Ireland has an ancient and prestigious history of music. In fact, the world’s oldest wood wind instrument, the ‘Wicklow Pipes’ – believed to be over 4,000 years old – was uncovered in Ireland in 2003. The harp has long been considered one of the most ancient and noble of instruments, and is most associated with Turlough O’Carolan a 17th-century blind harper and composer of some of Ireland’s most beloved melodies.

256px-Celtic_harp_dsc05425Today, Irish music features a multitude of instruments including the fiddle, the uilleann pipes, the tin whistle, the bodhrán and the accordion, in addition to less traditional instruments such as the guitar and the keyboard.  Traditional tunes include jigs, reels, hornpipes and planxties, in addition to imported waltzes, polkas, barndances and mazurkas.

The traditional form of singing in Irish, the sean nós or ‘old style’ was first documented in the 16th century but may be much older. It is a largely unaccompanied form of singing, performed primarily through Irish, which is often characterised by nasalisation and heavy ornamentation, particularly at the upper register. For many years, this tradition risked extinction as many of the singers were ageing and young people were not learning the craft. However, a new generation of singers such as Iarla Ó Lionáird (see our earlier post on his rendition of Casadh an tSúgáin, The Twisting of the Hayrope for the movie Brooklyn), Róisín Elsafty and Lasairfhíona Ní Chonaola are bringing this ancient tradition to a wider audience.

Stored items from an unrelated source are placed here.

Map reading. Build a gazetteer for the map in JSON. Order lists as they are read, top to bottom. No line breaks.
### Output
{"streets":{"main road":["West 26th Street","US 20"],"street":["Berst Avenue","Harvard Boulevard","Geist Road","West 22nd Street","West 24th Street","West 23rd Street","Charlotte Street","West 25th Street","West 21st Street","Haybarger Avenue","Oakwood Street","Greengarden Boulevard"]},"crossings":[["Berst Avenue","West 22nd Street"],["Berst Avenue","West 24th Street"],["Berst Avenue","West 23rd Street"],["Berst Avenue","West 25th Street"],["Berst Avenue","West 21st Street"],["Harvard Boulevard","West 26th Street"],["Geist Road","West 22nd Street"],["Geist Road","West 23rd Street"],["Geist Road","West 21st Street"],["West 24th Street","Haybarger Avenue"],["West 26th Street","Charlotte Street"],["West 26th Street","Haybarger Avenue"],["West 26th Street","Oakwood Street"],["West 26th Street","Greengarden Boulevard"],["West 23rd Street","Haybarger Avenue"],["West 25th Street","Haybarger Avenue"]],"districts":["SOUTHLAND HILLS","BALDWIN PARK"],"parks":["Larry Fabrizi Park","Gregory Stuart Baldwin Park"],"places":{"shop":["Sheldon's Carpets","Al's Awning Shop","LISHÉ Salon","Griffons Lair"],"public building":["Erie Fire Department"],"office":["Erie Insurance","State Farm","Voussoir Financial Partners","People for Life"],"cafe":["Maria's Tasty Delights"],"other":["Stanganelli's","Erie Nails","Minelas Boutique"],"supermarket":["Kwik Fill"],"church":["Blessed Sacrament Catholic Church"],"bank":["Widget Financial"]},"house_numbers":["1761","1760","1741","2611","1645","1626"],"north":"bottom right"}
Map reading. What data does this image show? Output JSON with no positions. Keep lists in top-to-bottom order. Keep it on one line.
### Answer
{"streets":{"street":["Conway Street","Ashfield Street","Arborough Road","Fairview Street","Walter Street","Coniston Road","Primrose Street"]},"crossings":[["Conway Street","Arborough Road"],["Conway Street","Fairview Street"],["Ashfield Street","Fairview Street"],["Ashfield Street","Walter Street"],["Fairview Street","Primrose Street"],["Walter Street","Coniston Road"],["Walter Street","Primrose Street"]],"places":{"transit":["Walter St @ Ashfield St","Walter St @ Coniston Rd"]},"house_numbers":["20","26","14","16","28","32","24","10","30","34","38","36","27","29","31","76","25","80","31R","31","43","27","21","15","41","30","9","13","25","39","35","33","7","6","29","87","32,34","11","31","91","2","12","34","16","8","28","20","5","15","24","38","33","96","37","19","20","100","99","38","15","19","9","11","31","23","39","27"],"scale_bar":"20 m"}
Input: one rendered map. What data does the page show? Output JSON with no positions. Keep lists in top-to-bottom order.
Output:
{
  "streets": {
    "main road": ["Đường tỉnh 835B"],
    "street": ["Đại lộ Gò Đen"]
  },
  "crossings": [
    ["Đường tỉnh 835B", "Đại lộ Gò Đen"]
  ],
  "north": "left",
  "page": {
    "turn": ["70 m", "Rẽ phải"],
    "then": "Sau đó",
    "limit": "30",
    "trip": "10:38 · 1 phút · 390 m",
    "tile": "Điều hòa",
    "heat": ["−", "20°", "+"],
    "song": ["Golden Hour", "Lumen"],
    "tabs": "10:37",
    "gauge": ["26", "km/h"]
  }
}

“The Gloaming” is a collaboration between Ó Lionáird, fiddle virtuosos Martin Hayes and Caoimhín Ó Raghallaigh and American musicians Thomas Bartlett and Dennis Cahill. They embody the elasticity of traditional Irish music, imbuing old melodies with the jazz and contemporary stylings of Bartlett and Cahill. Ó Lionáird’s transcendent interpretation of sean nós classics – lately heard in the film ‘Brooklyn’ – coupled with Hayes’ rapturous strings and the melodic support of Ó Raghallaigh, creates a dazzling effect.


Many Irish bands and singers have made Irish-language recordings of their songs for the album series “Ceol”, which was organized by the Irish language organisation Conradh na Gaeilge as a means of popularising the language. Recently, Ed Sheeran recorded a version of his enormous hit “Thinking Out Loud” in Irish as “Ag Smaoineamh Os Ard” for the 2016 edition.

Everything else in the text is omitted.